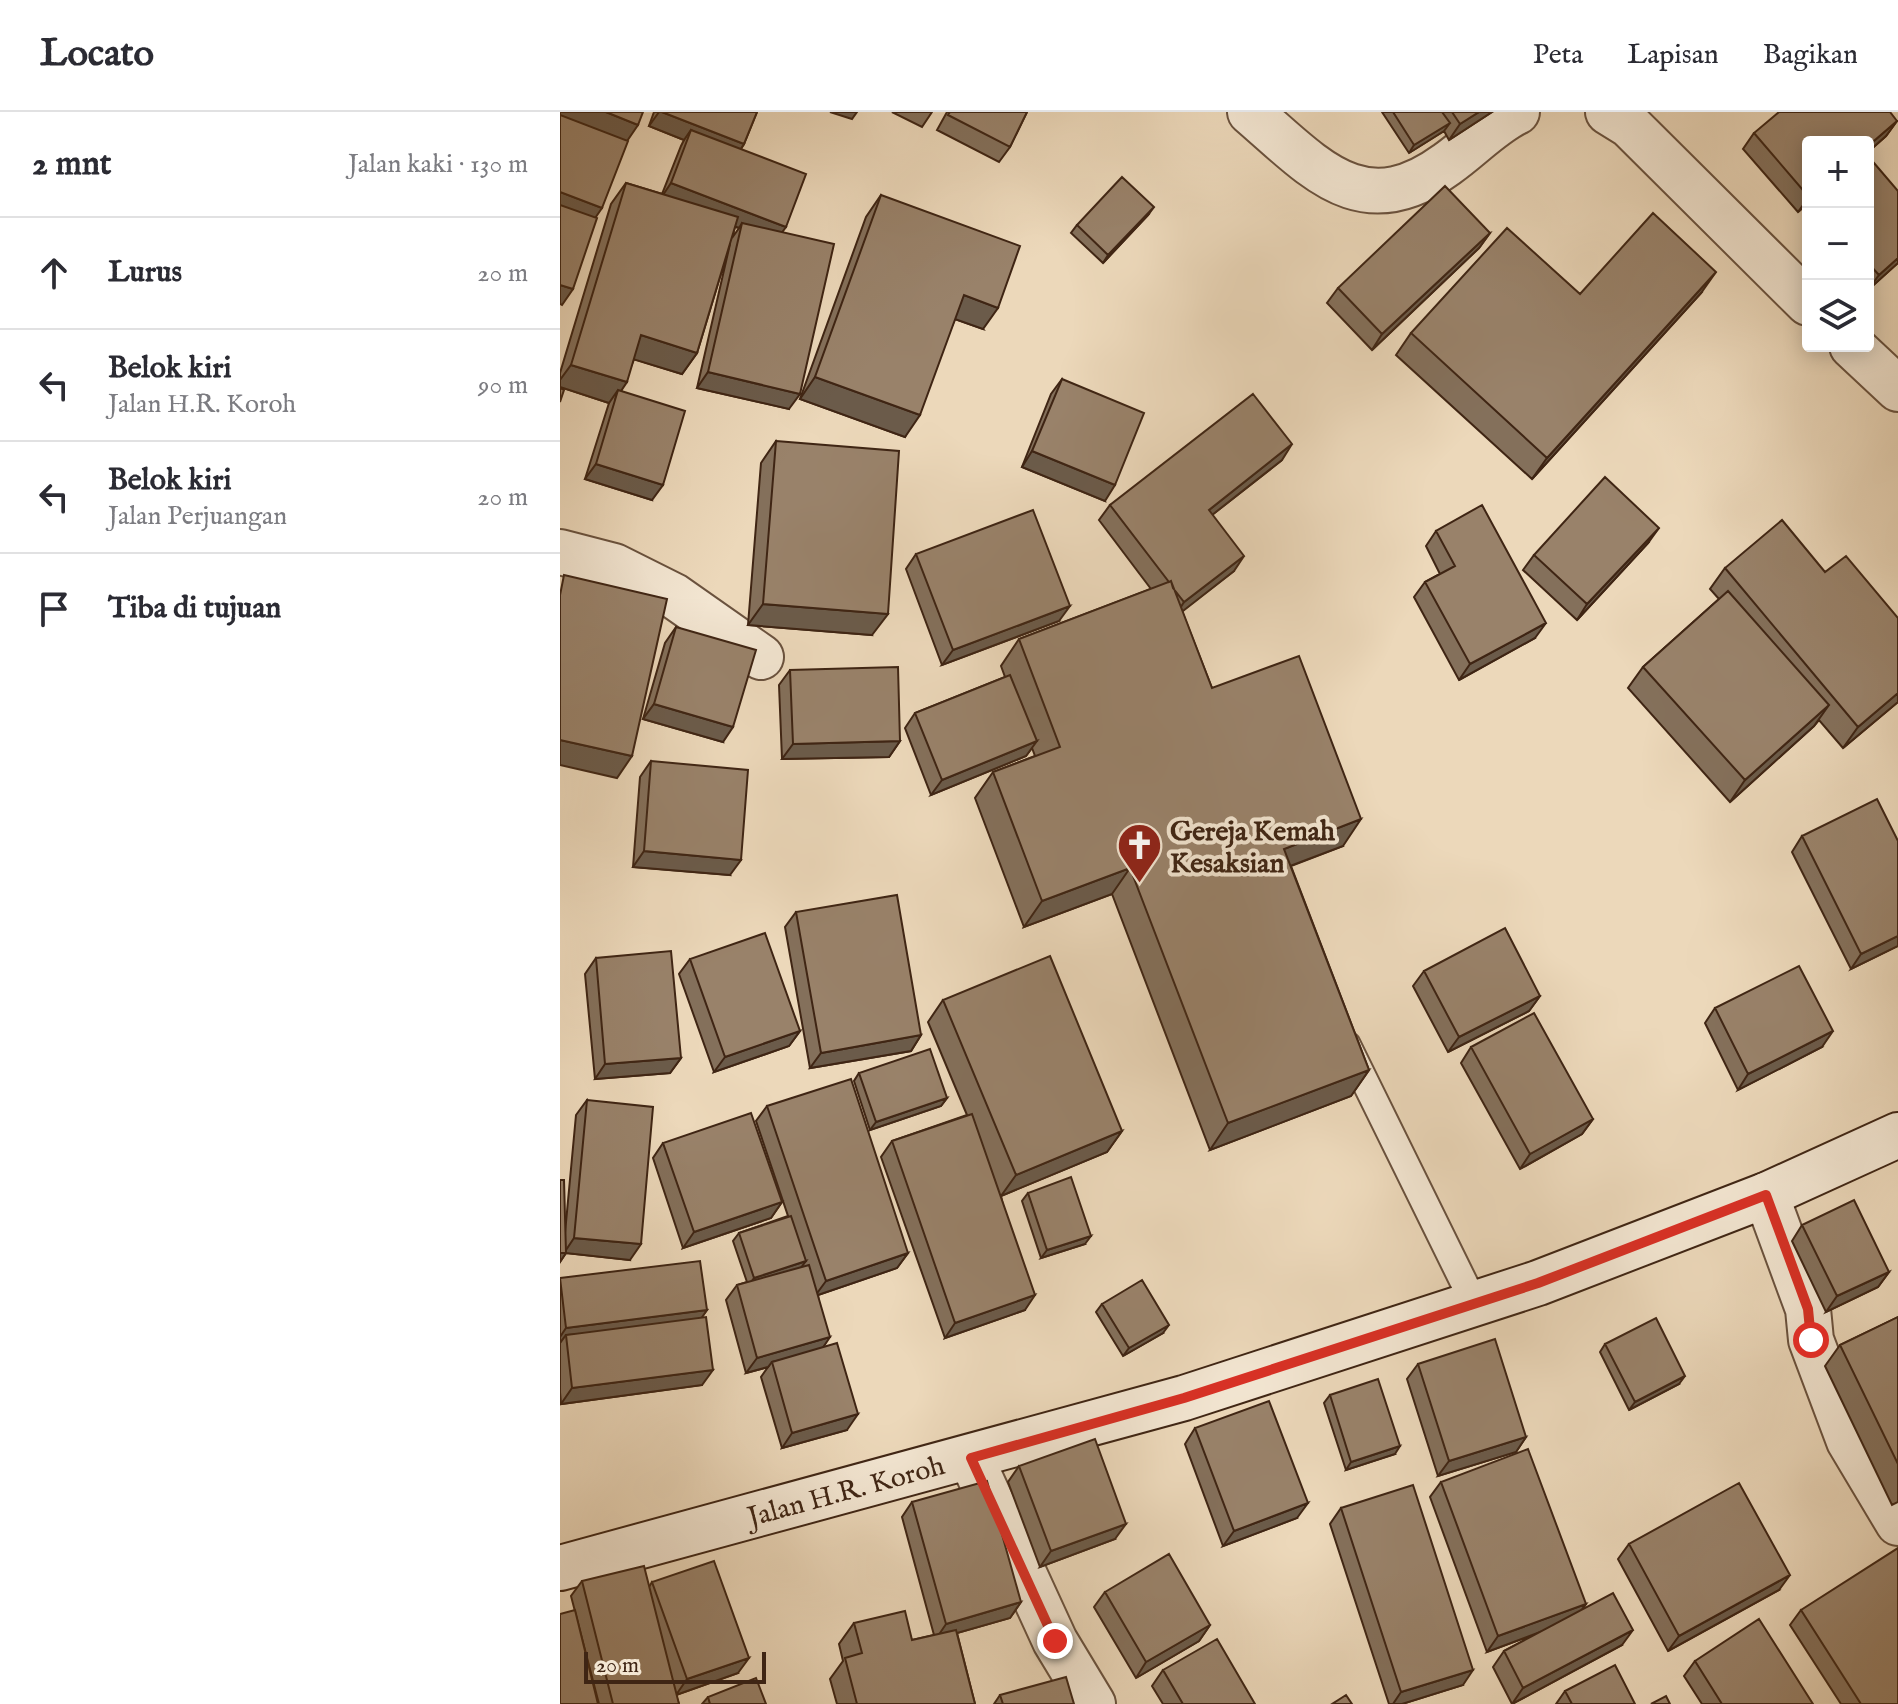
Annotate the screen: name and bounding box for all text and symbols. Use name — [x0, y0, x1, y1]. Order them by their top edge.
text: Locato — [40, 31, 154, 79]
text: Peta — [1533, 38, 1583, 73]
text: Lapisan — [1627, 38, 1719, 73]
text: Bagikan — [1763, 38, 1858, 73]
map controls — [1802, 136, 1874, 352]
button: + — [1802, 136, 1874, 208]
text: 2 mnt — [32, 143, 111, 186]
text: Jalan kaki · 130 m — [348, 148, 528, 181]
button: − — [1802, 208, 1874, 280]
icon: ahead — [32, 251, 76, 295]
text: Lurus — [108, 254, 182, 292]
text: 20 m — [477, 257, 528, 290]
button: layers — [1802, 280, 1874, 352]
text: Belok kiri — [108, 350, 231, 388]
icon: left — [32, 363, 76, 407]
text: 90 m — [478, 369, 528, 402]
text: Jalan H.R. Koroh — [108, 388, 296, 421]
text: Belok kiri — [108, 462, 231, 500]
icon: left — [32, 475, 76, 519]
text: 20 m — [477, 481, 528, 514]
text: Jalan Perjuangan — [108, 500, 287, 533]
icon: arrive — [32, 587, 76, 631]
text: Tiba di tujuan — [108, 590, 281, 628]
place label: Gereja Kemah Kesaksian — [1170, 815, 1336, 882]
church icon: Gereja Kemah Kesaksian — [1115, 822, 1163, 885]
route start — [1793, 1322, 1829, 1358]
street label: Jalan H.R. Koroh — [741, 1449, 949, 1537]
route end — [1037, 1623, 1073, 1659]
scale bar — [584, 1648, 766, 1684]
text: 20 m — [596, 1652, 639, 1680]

...

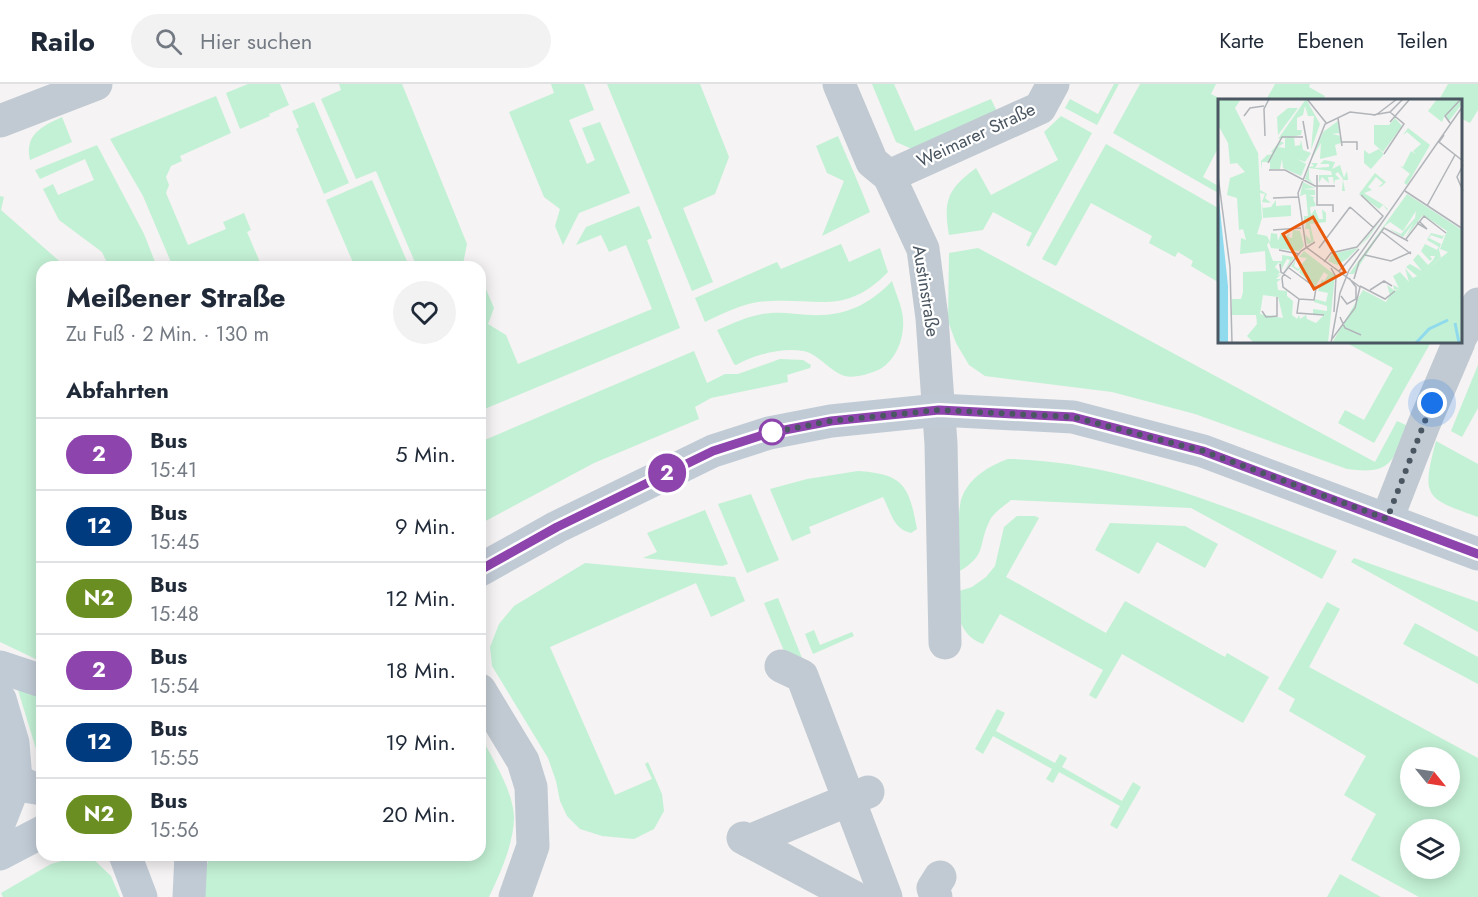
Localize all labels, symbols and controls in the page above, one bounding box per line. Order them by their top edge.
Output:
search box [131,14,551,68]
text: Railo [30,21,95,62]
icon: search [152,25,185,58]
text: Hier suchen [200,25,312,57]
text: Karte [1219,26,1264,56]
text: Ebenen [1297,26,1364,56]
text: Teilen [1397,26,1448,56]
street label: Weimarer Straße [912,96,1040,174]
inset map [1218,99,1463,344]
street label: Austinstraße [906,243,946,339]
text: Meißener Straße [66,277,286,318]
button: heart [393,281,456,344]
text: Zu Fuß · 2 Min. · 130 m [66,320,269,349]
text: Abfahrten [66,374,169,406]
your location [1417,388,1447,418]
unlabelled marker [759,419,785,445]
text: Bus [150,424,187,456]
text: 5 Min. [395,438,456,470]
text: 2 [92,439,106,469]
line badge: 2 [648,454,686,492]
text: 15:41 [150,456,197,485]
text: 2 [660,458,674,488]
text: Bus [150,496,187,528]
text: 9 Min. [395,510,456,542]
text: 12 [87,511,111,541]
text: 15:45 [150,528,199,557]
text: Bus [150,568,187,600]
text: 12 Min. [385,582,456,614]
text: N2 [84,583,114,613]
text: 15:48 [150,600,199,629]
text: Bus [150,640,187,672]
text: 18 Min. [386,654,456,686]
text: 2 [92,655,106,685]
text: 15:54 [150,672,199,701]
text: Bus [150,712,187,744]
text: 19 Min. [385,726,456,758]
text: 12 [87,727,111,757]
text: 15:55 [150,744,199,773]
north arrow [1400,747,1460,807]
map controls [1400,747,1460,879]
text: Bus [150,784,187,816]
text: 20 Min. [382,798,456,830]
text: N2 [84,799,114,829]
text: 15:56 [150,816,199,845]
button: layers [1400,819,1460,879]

Exercise aim:
Find every line with "bounding" in the listing and state how many there are, nothing else.

Answer area:
2